Igual que cuando fue arrollado por la limosina de Bondel, Jim se recuperó. Como un títere de madera, acomodó sus costillas en una sucesión de tronidos óseos. Al final, después de ser sanado, solo le quedó un nervioso ruido de sonaja en las escamas de sus muñecas. Ese sonido era clásico de la habilidad que había ganado con su Despertar.
Como Jim, todas las víctimas obtenían algo a cambio de resistir el fatal trastorno. Cada uno de los internos presentaba rasgos de algún animal, diversas mutaciones que atestiguaban el violento espasmo que habían superado: brazos de oso, cuernos de toro, las escamas color obsidiana en las endebles garras del niño linchado, y esas plumas de cuervo coronando la cabeza de su metalero salvador, formando la llamativa cabellera de Al-Nasr.
—Esta Quimera es el mejor saco de boxeo de la clase —. Añadió el instructor con crueldad, justo cuando sonó la campana, llamando a Jim con el peor apodo que las personas normales usaban para todos los afectados por la plaga. —Vean bien antes de actuar jóvenes. No sean como este tonto —, les dijo, después de soltar un pequeño golpesillo en la nuca a Nazz, el cuervo intruso, como si no hubiese pasado nada.
La Fundación Bondel no sólo buscaba proteger a estos “alterados” de la mortal violencia de la sociedad. Querían prepararlos para prolongar la Tercera Revolución Industrial: mano de obra superhumana educada para generar prosperidad para ellos y para todo el pueblo.
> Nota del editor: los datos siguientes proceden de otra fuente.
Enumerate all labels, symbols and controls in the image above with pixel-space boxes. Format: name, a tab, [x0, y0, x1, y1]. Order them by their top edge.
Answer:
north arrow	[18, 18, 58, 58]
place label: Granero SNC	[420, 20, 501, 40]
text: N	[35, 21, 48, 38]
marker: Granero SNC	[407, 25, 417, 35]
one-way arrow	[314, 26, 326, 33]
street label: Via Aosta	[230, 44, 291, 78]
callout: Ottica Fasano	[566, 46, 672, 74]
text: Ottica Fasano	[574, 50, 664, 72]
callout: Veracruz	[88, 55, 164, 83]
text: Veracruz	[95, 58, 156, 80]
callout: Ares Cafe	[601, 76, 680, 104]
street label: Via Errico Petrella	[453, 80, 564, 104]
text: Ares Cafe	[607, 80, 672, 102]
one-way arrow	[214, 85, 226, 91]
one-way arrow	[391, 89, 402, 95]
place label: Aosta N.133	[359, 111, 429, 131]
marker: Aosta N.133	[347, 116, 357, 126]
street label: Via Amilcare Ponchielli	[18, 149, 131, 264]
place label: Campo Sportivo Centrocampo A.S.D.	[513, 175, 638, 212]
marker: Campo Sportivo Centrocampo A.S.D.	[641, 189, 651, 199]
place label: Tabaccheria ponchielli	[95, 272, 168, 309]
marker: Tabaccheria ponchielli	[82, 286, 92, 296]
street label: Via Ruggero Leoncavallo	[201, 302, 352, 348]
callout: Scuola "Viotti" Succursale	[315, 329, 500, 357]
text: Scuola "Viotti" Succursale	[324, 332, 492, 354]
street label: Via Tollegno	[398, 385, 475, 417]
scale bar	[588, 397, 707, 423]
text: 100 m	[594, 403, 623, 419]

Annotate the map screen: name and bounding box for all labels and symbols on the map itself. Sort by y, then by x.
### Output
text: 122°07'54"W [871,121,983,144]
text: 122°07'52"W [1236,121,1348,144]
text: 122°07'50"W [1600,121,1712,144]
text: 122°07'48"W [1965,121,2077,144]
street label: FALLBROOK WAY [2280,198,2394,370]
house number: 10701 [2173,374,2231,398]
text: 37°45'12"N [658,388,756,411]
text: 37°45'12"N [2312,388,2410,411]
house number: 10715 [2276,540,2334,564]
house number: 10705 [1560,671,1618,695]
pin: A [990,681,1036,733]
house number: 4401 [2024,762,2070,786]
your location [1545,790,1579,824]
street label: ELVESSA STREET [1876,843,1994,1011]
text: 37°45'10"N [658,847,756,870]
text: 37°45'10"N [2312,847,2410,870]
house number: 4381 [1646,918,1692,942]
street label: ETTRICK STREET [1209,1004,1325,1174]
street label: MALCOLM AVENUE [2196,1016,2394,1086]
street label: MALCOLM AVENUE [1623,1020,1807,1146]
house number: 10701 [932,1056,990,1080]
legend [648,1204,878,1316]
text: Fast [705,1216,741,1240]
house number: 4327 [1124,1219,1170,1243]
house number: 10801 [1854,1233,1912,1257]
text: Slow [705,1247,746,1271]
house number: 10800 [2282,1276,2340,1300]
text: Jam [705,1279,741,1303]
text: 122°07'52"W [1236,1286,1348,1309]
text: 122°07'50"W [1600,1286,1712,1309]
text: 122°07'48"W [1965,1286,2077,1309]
Su meta era educar a científicos, artistas, deportistas y, sobre todo, soldados al servicio del Gran Consejo Mundial, el cual, al igual que su fundación y refugios, Jean Paul Bondel lideraba con gran éxito, reflejado en una década de paz y crecimiento en el mundo.
El certificado que daba la Fundación era el sueño de todos los alterados: una licencia para ser libres, para ser ellos mismos dentro de la población, a pesar de los estigmas de su Despertar. Claro, siempre y cuando fueran buenos y tuvieran un uso para la sociedad que Bondel forjaba.
—¡Tú eres la Quimera, idiota! —Alzó su dedo medio Al-Nasr cuando el maestro se fue. Justo antes de que el oso se acercara a reclamarle.
—Entonces, ¿vas a estar del lado de esta mugre viborilla, Nazz? —Dijo, aún con un tono agudo, resentido por sus partes nobles.
—Tranquilo Mike —, respondió otro interno de pelo rizado y cuernos de novillo. —Recuerda que este tipo es “peligroso” —, le susurró, imitando a una bomba con la mano.